いま世界に新たな巨大市場が生まれつつある。イスラム教徒を対象とした「ハラル」商品だ。ハラルとはアラビア語で「許されたもの」という意味で、イスラム教の戒律にそって処理された肉やアルコールをふくまない食材だ。食べ物だけでなく、化粧品やワクチン、女性の下着まで「ハラル」は求められる。
イスラム教徒は急増していて、2030年には20億人に達し、ハラルの市場規模は1000兆円の達すると予測されている。
国谷裕子キャスター「日本企業もハラル市場にチャンスを見出そうとしています。でも、ハラルの基準は明確ではありません。あるイスラム国家がこれはハラルではないと判断しても、隣国ではハラルということがあります。判断は宗教指導者に委ねられています。日本企業はイスラム教を理解し製造工程を見直すなど試行錯誤が続いています」
規準は各国バラバラ...宗教指導者がそれぞれ判断
アラブ首長国連邦のドバイは国民の暮らしが豊かになり、中間層の購買力が高まり、スーパーには大量の輸入品が並ぶ。イスラム教徒の買い物客は「ハラルマークがあれば安心してすぐに買い物できる」と話す。

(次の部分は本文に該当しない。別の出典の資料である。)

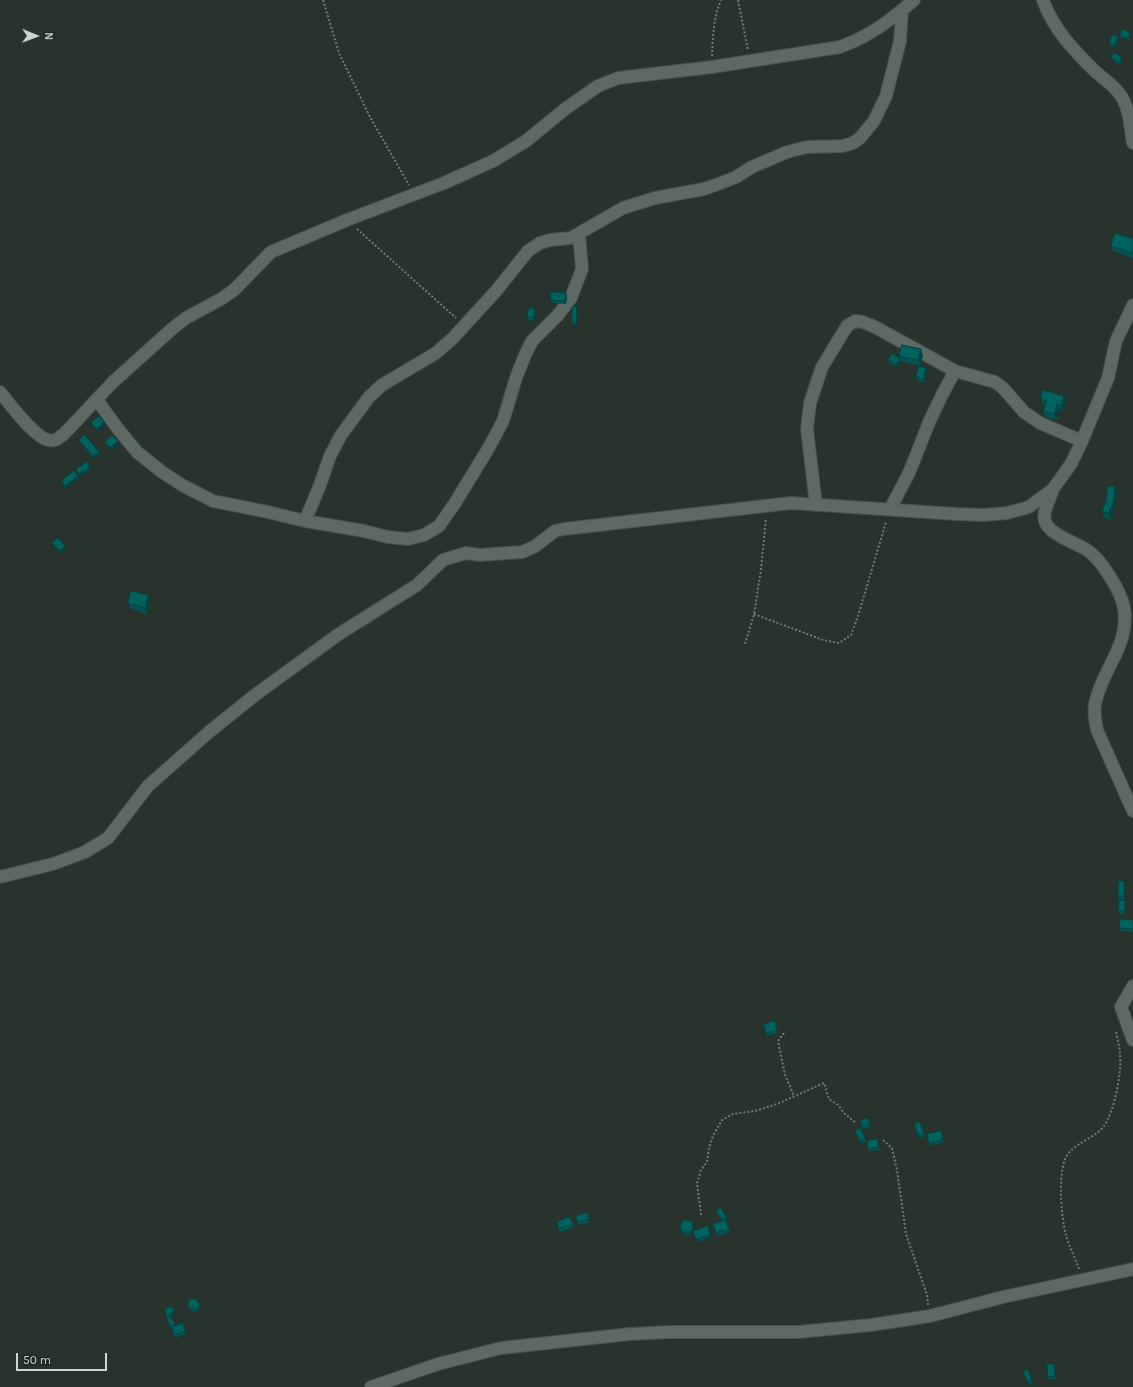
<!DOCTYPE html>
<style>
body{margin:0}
#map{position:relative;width:1133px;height:1387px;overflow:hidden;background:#29332e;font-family:Karla,sans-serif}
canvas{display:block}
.north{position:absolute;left:16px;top:16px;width:40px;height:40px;-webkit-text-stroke:3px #1f2924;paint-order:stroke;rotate:91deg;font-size:11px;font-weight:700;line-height:16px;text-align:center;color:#cfd5d2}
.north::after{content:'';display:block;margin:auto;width:14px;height:18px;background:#cfd5d2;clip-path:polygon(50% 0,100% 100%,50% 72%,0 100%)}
.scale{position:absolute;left:16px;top:1353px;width:91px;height:18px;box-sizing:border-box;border:2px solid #cfd5d2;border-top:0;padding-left:5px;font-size:12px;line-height:14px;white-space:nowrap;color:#cfd5d2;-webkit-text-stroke:3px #1f2924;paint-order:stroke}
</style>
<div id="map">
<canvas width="1133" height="1387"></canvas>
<div class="north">N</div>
<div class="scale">50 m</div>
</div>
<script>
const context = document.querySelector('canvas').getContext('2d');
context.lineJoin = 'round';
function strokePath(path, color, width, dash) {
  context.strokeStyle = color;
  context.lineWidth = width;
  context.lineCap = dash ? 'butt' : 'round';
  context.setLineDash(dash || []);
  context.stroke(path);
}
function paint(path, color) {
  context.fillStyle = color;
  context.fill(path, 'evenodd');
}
const minor = new Path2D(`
 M 1043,0 C 1053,29 1075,52 1097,73 C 1105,80 1115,86 1121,96 C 1130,109 1130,128 1133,143
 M 0,392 C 10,404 33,436 48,440 C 55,442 59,438 64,434 L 113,382 L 173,328 L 186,318 L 221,299 L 234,290 L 271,252 L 347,220 L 444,183 L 493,161 L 526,141 L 565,109 L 598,86 L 618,78 L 712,67 L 840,47 C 863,39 883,26 902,10
 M 97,400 L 118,429 L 137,452 L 162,472 L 182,485 L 213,501 L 268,512 L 305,521 L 364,531 L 388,537 L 408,539 L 424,535 L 439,526 L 455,503 L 488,449 L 503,421 L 516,378 L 525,355 L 532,341 L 558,315 L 571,298 L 582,269 L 579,234
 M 1053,489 C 1051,498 1042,511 1045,521 C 1049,535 1075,542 1087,550 C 1101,559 1121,591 1124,608 C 1130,644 1104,667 1096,700 C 1093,709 1095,720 1097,730 L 1133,811
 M 816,505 L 807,429 L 810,403 L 822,367 L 847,326 L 855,321 L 863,322 L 875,327 L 955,371 L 995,382 L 1003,388 L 1024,412 L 1040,423 L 1082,441
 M 890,509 L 909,473 L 930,420 L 943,393 L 955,371
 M 305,521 L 320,485 L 330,456 L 341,435 L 369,397 L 382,385 L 436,353 L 453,338 L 496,291 L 528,251 L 540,243 L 550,240 L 571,238 L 623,208 L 655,198 L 704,189 L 721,183 L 736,177 L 752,167 L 787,152 L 807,147 L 843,146 L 853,143 L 860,138 L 874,121 L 886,96 L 900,41 L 902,10 L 914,0
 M 0,877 L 53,864 L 85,852 L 108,838 L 148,786 L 209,732 L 255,695 L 339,634 L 417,585 L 443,560 L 466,553 L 480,555 L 522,552 L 534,547 L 555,531 L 564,529 L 791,503 L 956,514 L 983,515 L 1007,513 L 1029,507 L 1053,489 L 1071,464 L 1082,441 L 1108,378 L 1116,341 L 1133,305
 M 1133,986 L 1121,1007 L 1133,1040
 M 371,1387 L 438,1364 L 501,1348 L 630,1334 L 669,1332 L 798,1332 L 871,1325 L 930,1316 L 1003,1297 L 1133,1269`);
strokePath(minor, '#474f4b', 14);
strokePath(new Path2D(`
 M 323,0 L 339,53 L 370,117 L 409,185
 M 738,0 L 748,50
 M 712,56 C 713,37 713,18 721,0
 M 357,229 L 456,318
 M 754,614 L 823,640 L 839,643 L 851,635 L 858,616 L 886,522
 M 745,644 L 754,614 L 761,569 L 766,518
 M 784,1033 L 778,1041 L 785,1075 L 794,1096
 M 883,1140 L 892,1148 L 897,1170 L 906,1234 L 927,1295 L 928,1305
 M 701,1215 L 697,1183 L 701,1170 L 707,1162 L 709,1148 L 713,1136 L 722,1120 L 733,1114 L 755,1111 L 777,1104 L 824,1083 L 829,1099 L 838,1105 L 845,1114 L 855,1122
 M 1079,1269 C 1075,1258 1069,1246 1066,1235 C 1061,1218 1057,1167 1068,1154 C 1077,1142 1095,1138 1104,1126 C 1114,1112 1122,1073 1120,1055 C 1120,1047 1117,1039 1116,1031`), '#707975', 2, [2, 2]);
strokePath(minor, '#5e6963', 12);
paint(new Path2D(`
 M 1120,35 L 1131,35 L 1129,40 L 1121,37 Z
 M 1118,37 L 1119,39 L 1115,48 L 1110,45 L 1109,43 Z
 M 1111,58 L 1123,60 L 1120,65 L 1112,60 Z
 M 1133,239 L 1133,258 L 1113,251 L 1111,246 Z
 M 567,296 L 566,304 L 552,303 L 551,300 Z
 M 577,306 L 578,309 L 577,325 L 573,325 L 572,322 Z
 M 535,309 L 536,312 L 534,321 L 528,320 L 527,317 Z
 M 923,355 L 920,366 L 901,361 L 899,356 Z
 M 888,360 L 901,361 L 897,367 L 889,363 Z
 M 926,368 L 927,370 L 924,382 L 917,380 L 916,377 Z
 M 1064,396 L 1066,402 L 1063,410 L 1059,409 L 1056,420 L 1045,416 L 1043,411 L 1045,405 L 1043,404 L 1041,399 Z
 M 104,422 L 105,424 L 98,431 L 92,425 L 91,423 Z
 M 79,440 L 99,452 L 100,454 L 94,459 L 80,442 Z
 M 118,441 L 119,443 L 111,450 L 106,445 L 105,442 Z
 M 1117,492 L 1115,508 L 1110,520 L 1104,517 L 1102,511 Z
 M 52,543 L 65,546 L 66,549 L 61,553 L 53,545 Z
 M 150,601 L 147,614 L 130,608 L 128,603 Z
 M 1125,884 L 1125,899 L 1119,899 L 1118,896 Z
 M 1125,900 L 1126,903 L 1126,914 L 1120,914 L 1119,911 Z
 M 1133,920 L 1133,932 L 1121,931 L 1120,928 Z
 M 775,1021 L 778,1032 L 767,1036 L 763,1025 Z
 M 868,1118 L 871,1127 L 863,1129 L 860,1121 Z
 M 920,1122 L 925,1136 L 919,1138 L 914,1124 Z
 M 941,1131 L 944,1142 L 930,1146 L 929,1143 Z
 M 856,1134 L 865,1138 L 866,1141 L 861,1144 Z
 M 877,1139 L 880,1150 L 869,1151 L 868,1149 Z
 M 716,1210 L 726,1216 L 727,1219 L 725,1220 L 726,1220 L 730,1232 L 717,1236 L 713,1224 L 722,1221 Z
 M 587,1213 L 590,1222 L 578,1225 L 576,1216 Z
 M 570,1217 L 574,1227 L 560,1232 L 557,1222 Z
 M 693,1225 L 693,1231 L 708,1226 L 711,1237 L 697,1242 L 693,1231 L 691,1234 L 685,1235 L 682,1232 L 681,1230 Z
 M 188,1305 L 201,1306 L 198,1311 L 192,1312 Z
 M 175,1311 L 172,1318 L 171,1318 L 175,1326 L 183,1323 L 186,1334 L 175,1338 L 172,1330 L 167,1320 L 170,1318 L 167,1318 L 166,1315 Z
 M 1055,1367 L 1056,1379 L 1049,1379 L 1048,1377 Z
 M 1023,1372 L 1032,1380 L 1033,1383 L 1029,1385 Z`), '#005451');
paint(new Path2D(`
 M 1130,33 L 1131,35 L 1129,40 L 1128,38 Z
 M 1118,37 L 1119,39 L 1115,48 L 1114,45 Z
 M 1122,57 L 1123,60 L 1120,65 L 1119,62 Z
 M 566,293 L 567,296 L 566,304 L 565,301 Z
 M 577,306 L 578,309 L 577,325 L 576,322 Z
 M 535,309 L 536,312 L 534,321 L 533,318 Z
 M 921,349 L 923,355 L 920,366 L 918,360 Z
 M 900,358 L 901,361 L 897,367 L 896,364 Z
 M 926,368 L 927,370 L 924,382 L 923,379 Z
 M 1064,396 L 1066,402 L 1063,410 L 1061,405 Z
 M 1057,404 L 1059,409 L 1056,420 L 1054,414 Z
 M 104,422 L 105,424 L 98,431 L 97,429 Z
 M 118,441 L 119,443 L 111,450 L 110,448 Z
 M 99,452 L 100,454 L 94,459 L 93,456 Z
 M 90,467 L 91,470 L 80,476 L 79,474 Z
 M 78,476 L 79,479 L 65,489 L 64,486 Z
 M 1115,486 L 1117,492 L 1115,508 L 1110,520 L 1108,514 Z
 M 65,546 L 66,549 L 61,553 L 60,551 Z
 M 148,595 L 150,601 L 147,614 L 145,608 Z
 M 1124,881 L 1125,884 L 1125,899 L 1124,896 Z
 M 1125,900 L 1126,903 L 1126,914 L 1125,911 Z
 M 692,1222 L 694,1231 L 691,1234 L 690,1232 Z
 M 200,1304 L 201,1306 L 198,1311 L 197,1309 Z
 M 174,1308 L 175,1311 L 172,1318 L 171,1315 Z
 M 1054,1364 L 1055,1367 L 1056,1379 L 1055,1376 Z`), '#004542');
const building = new Path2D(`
 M 1123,29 L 1130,33 L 1128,38 L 1120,35 Z
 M 1113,34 L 1118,37 L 1114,45 L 1109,43 Z
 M 1114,53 L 1122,57 L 1119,62 L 1111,58 Z
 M 1115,233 L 1133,239 L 1133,253 L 1111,246 Z
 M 551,292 L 566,293 L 565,301 L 551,300 Z
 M 577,306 L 576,322 L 572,322 L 572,307 Z
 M 529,308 L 535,309 L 533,318 L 527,317 Z
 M 902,345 L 921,349 L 918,360 L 899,356 Z
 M 892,354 L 900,358 L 896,364 L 888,360 Z
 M 919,366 L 926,368 L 923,379 L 916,377 Z
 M 1043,390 L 1064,396 L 1061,405 L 1057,404 L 1054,414 L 1043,411 L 1047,401 L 1041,399 Z
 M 99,416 L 104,422 L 97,429 L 91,423 Z
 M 85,435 L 99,452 L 93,456 L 79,440 Z
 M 112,435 L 118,441 L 110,448 L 105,442 Z
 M 87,462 L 90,467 L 79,474 L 76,469 Z
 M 74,471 L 78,476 L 64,486 L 62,480 Z
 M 1108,486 L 1115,486 L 1113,502 L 1108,514 L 1102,511 L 1106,501 Z
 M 58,538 L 65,546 L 60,551 L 52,543 Z
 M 131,591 L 148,595 L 145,608 L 128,603 Z
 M 1119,881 L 1124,881 L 1124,896 L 1118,896 Z
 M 1119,900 L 1125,900 L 1125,911 L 1119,911 Z
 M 1120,919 L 1133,920 L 1133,929 L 1120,928 Z
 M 775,1021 L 777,1030 L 766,1033 L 763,1025 Z
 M 868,1118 L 870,1124 L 862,1126 L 860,1121 Z
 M 920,1122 L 924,1133 L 918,1135 L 914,1124 Z
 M 860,1128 L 865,1138 L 860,1141 L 855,1131 Z
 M 941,1131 L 943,1140 L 929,1143 L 927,1134 Z
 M 877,1139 L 879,1147 L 868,1149 L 867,1141 Z
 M 721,1208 L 726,1216 L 721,1219 L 716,1210 Z
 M 587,1213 L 589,1219 L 577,1222 L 576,1216 Z
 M 570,1217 L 573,1224 L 559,1229 L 557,1222 Z
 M 686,1220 L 692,1222 L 693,1228 L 690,1232 L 684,1232 L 681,1230 L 680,1226 L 682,1222 Z
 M 726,1220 L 729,1229 L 716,1233 L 713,1224 Z
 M 708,1226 L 710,1235 L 696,1239 L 693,1231 Z
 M 190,1299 L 195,1299 L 200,1304 L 197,1309 L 191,1309 L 188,1305 Z
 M 169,1307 L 174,1308 L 171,1315 L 166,1315 L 165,1310 Z
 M 170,1317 L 175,1324 L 172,1327 L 183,1323 L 185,1331 L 174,1335 L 172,1327 L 167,1320 Z
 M 1047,1364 L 1054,1364 L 1055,1376 L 1048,1377 Z
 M 1028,1370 L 1032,1380 L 1028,1382 L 1023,1372 Z`);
paint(building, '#00625e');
strokePath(building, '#004542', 1);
</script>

ドバイにある日本料理店ではイスラム教の戒律に基づいて処理された高級和牛が人気メニューとなっている。高橋智寿オーナーシェフは「彼らはお金を気にしない」という。
オーストラリアのダボで羊の肉を輸出している会社は、イスラム教の戒律にしたがって肉を処理している。処理をするのはイスラム教徒の作業員で、イスラム教の教えにのっとった手順を満たしようやくハラルと認められる。
国谷「日本企業が中東市場で優位を保つためにはなにが必要でしょうか」
帝京大学経済学部の並河良一教授が解説する。「ハラルとしての認証を得るためには、原材料や生産ラインの衛生面に至るまで厳格な基準をクリアしなければなりません。さらに、ハラルの認証は世界的に統一されているわけではなく、国によって基準がまちまちで、それぞれに対応しなければならない難しさもあります。
製造工程の技術的問題なども含め、イスラム教の宗教的戒律を理解することが求められると思います」
中東でビジネスを展開している企業だけでなく、日本国内でもイスラム教の観光客向けに「ハラルラーメン」なども登場している。